Today, the horses are gone, and the children are bigger and require less care than I like to admit.  I’ve made a conscious decision to cut back on freelancing, and while I’m still busy, I have two days a week where I block out time just for writing fiction.  And every now and then, guess what?  The words, they don’t come.  In the hopes you might find it helpful, I’m sharing what I do when that happens.

Don’t panic.  Okay, maybe I panic a little — this is me we’re talking about, after all.  But YOU shouldn’t panic.  Remind yourself that this has happened before, it will happen again, and it’s a natural part of the writing process.  Really.

Work on something else. Put your manuscript away for a bit.  Work on your query letter, your synopsis, even a blog post for the rest of the day.  Sometimes, just the act of writing can help jumpstart your process.

Zone out.  And I don’t mean on Facebook.  Do something intense that engages your brain and your body fully, so that you can’t think about anything else but what you are doing.  I’m not talking about a nice walk in the woods, either.  You need something that shakes your brain synapses loose.

My activity of choice used to be riding, because if you stop concentrating while on horseback you are liable to find yourself on your back looking up at the sky.  Since I’ve ended my equine addiction, fencing is a handy substitute — my son fights like a crab, scuttling back and then charging in for an attack, and he’s very excited that he has permission to get stabby with me, so my full concentration is required.  If you don’t have someone willing to stab you, try a Zumba class, yoga — anything physical that fully engages you. You don’t have to be good at it, you just have to get moving.  I don’t know why, but this type of activity usually works to get me typing again.
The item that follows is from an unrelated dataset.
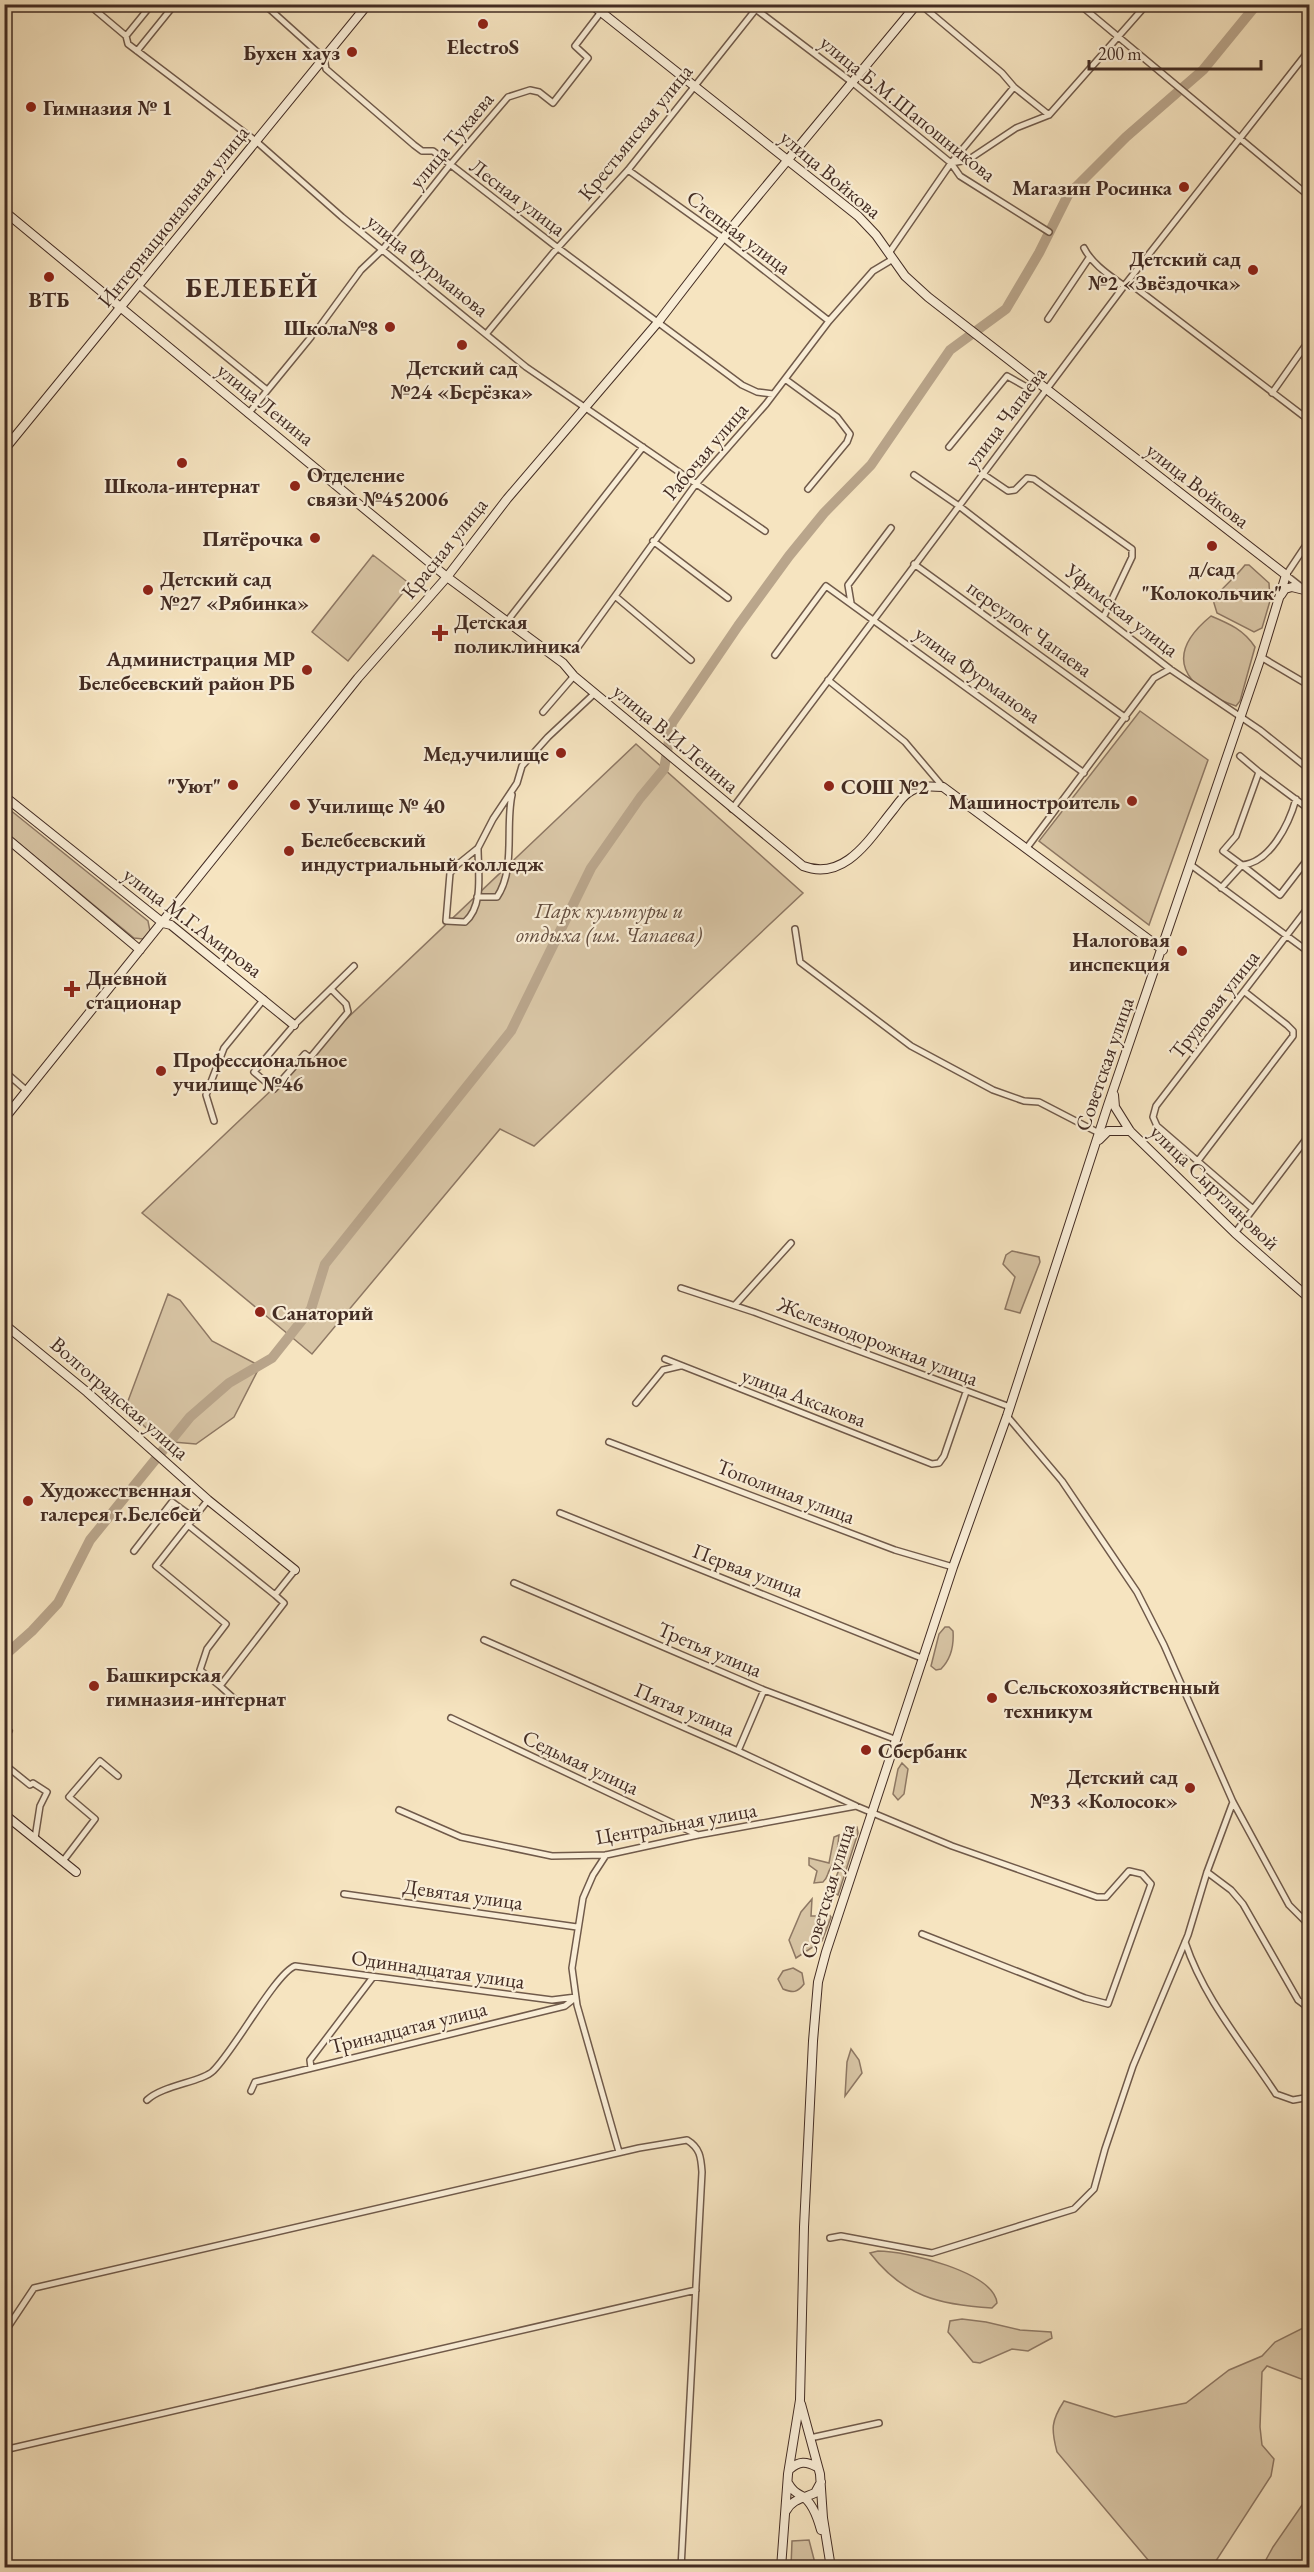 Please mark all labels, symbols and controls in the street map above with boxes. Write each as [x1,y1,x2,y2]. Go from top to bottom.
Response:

Take a break.  If a deadline isn’t breathing down your neck, put the project away.  Box it up, stick it under your bed, put it in your office and shut the door.  Let it hang out somewhere where it won’t make you crazy.  Give it two weeks.  You’ll come back with fresh eyes and it will be easier to see whatever problem your subconscious is wrestling with.

Set limits.  If nothing else has worked, try this — get a kitchen timer, or use the app on your phone, and set it for fifteen minutes.  Open your document, turn the timer on, and get to work.  When that timer goes off, get up and walk away, even if you are in the middle of a sentence.  You’re done — that’s all the time you have to write today. Do the same thing for the next three days.

By the end of those three days, I’m usually dying to get to work, and my block has vanished.  If you try it, let me know what you think.

What are your tips for getting past writer’s block?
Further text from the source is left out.